Problem statement. Transcribe exactly each line of the entries, from the opening line to the line with "0,100% 100%,50% 72%,0", with both of those lines included.

────────────────────

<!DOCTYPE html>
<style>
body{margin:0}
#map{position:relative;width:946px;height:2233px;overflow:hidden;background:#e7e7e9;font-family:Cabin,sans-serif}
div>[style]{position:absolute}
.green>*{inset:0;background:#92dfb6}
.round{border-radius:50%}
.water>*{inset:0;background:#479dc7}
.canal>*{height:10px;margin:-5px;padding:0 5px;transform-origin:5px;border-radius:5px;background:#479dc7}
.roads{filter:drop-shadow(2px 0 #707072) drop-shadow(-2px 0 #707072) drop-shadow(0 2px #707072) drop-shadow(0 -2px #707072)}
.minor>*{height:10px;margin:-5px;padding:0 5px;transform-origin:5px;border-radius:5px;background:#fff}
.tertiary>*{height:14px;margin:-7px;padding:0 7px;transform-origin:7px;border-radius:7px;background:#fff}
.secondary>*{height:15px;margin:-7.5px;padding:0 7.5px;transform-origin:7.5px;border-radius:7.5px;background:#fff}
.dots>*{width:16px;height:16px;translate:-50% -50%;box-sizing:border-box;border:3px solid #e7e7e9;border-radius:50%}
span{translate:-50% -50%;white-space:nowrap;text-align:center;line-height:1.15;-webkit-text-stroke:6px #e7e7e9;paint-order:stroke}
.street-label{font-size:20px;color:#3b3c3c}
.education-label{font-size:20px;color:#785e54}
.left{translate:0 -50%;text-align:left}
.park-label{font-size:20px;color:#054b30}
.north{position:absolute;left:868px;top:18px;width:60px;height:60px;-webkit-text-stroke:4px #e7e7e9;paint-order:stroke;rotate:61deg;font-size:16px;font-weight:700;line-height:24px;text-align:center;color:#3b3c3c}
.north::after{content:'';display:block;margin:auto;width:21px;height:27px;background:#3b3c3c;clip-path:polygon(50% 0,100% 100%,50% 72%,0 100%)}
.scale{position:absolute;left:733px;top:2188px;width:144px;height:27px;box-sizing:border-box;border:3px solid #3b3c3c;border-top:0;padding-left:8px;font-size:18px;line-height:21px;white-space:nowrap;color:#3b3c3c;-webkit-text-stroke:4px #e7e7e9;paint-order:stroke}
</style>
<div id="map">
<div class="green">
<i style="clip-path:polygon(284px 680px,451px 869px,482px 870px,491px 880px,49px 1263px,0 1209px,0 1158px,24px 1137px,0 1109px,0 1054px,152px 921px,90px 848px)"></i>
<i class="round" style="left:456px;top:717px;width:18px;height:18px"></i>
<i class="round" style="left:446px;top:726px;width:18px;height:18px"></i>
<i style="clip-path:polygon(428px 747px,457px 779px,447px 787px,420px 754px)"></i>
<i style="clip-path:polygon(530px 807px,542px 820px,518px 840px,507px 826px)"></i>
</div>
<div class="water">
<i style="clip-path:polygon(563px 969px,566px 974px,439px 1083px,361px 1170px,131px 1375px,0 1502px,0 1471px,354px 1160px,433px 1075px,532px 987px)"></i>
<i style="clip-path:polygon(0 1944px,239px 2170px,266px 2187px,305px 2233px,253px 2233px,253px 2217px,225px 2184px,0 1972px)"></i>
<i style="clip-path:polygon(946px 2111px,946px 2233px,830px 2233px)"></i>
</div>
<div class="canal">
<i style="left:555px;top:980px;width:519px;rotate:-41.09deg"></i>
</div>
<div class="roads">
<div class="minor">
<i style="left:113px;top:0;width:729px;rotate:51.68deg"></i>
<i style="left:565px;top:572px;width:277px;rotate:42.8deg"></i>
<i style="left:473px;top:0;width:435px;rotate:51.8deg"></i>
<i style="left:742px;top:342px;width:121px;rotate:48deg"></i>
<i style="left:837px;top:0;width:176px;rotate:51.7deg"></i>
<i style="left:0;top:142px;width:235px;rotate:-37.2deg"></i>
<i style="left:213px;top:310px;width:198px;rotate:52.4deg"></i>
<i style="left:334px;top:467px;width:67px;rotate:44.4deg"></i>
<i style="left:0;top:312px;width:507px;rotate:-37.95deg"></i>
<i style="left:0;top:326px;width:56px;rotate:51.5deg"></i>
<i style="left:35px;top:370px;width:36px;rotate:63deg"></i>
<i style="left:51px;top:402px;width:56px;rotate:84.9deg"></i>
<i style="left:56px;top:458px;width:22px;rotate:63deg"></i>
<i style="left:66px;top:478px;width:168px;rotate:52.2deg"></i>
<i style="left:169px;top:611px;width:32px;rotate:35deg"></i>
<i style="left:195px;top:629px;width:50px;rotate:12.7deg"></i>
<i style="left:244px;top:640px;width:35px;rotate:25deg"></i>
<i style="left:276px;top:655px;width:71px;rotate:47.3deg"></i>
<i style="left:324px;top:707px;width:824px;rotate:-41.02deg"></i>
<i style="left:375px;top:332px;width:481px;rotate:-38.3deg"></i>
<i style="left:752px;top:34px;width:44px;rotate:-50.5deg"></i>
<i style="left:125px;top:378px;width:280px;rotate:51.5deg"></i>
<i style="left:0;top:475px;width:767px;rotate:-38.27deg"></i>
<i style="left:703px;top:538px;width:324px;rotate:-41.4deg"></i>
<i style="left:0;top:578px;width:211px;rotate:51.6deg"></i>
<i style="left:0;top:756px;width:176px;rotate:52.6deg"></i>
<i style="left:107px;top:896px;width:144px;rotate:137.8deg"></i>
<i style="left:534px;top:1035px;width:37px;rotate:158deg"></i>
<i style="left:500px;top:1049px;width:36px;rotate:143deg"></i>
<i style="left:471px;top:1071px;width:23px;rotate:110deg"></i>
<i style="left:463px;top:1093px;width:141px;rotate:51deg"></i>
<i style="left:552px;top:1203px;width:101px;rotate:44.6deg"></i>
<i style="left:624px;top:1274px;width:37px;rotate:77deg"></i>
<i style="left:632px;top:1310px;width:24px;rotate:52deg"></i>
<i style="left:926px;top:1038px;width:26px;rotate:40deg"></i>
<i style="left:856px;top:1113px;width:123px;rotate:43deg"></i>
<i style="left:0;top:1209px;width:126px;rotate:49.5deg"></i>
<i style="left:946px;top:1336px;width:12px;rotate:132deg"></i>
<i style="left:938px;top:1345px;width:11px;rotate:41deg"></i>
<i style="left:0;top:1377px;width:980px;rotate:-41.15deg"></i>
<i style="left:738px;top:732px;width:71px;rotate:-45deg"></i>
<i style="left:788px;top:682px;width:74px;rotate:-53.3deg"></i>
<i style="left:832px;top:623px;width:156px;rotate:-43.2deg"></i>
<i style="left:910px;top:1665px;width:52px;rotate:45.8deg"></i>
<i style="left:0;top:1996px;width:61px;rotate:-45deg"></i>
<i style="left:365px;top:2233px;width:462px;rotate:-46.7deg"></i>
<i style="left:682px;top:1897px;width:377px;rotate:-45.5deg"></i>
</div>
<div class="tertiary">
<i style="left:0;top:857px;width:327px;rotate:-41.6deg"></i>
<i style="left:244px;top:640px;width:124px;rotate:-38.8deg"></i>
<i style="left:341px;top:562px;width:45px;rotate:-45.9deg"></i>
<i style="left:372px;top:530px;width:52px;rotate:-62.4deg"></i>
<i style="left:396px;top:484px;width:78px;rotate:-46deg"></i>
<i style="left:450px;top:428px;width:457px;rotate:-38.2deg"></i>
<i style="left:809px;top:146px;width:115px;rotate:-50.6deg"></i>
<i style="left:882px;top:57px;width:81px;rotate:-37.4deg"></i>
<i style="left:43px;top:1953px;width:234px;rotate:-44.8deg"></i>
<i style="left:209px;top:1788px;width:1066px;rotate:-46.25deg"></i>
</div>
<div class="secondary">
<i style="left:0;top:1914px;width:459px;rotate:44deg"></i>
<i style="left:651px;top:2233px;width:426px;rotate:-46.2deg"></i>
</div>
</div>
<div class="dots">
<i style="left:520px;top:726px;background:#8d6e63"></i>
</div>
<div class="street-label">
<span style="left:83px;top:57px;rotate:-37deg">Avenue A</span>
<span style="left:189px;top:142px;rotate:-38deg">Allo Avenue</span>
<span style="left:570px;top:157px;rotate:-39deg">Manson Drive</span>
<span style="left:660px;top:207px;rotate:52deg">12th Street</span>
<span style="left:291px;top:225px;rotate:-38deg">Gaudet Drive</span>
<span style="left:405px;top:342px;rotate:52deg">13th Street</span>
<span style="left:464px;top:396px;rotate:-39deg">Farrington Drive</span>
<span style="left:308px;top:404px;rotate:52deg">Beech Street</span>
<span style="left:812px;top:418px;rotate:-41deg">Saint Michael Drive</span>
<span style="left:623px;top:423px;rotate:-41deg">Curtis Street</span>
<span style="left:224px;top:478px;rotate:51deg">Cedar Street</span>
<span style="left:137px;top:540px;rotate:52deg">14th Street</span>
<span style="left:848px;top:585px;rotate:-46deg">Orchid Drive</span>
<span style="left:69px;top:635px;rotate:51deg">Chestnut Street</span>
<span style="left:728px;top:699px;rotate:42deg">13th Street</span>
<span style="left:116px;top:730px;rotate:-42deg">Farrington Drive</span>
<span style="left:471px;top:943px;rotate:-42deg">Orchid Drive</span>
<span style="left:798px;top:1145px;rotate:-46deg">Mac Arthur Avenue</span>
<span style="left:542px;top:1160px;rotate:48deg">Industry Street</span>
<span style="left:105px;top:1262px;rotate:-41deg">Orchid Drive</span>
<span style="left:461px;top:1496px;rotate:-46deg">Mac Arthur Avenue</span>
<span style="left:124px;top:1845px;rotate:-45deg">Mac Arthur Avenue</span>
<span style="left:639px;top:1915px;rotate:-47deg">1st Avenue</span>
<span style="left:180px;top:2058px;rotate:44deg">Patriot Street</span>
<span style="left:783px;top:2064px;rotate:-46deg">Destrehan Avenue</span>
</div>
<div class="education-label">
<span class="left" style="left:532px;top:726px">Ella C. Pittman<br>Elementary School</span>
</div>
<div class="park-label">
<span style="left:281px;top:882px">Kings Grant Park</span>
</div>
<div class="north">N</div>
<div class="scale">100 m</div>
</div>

────────────────────

Solution below.
<!DOCTYPE html>
<style>
body{margin:0}
#map{position:relative;width:946px;height:2233px;overflow:hidden;background:#e7e7e9;font-family:Cabin,sans-serif}
div>[style]{position:absolute}
.green>*{inset:0;background:#92dfb6}
.round{border-radius:50%}
.water>*{inset:0;background:#479dc7}
.canal>*{height:10px;margin:-5px;padding:0 5px;transform-origin:5px;border-radius:5px;background:#479dc7}
.roads{filter:drop-shadow(2px 0 #707072) drop-shadow(-2px 0 #707072) drop-shadow(0 2px #707072) drop-shadow(0 -2px #707072)}
.minor>*{height:10px;margin:-5px;padding:0 5px;transform-origin:5px;border-radius:5px;background:#fff}
.tertiary>*{height:14px;margin:-7px;padding:0 7px;transform-origin:7px;border-radius:7px;background:#fff}
.secondary>*{height:15px;margin:-7.5px;padding:0 7.5px;transform-origin:7.5px;border-radius:7.5px;background:#fff}
.dots>*{width:16px;height:16px;translate:-50% -50%;box-sizing:border-box;border:3px solid #e7e7e9;border-radius:50%}
span{translate:-50% -50%;white-space:nowrap;text-align:center;line-height:1.15;-webkit-text-stroke:6px #e7e7e9;paint-order:stroke}
.street-label{font-size:20px;color:#3b3c3c}
.education-label{font-size:20px;color:#785e54}
.left{translate:0 -50%;text-align:left}
.park-label{font-size:20px;color:#054b30}
.north{position:absolute;left:868px;top:18px;width:60px;height:60px;-webkit-text-stroke:4px #e7e7e9;paint-order:stroke;rotate:61deg;font-size:16px;font-weight:700;line-height:24px;text-align:center;color:#3b3c3c}
.north::after{content:'';display:block;margin:auto;width:21px;height:27px;background:#3b3c3c;clip-path:polygon(50% 0,100% 100%,50% 72%,0 100%)}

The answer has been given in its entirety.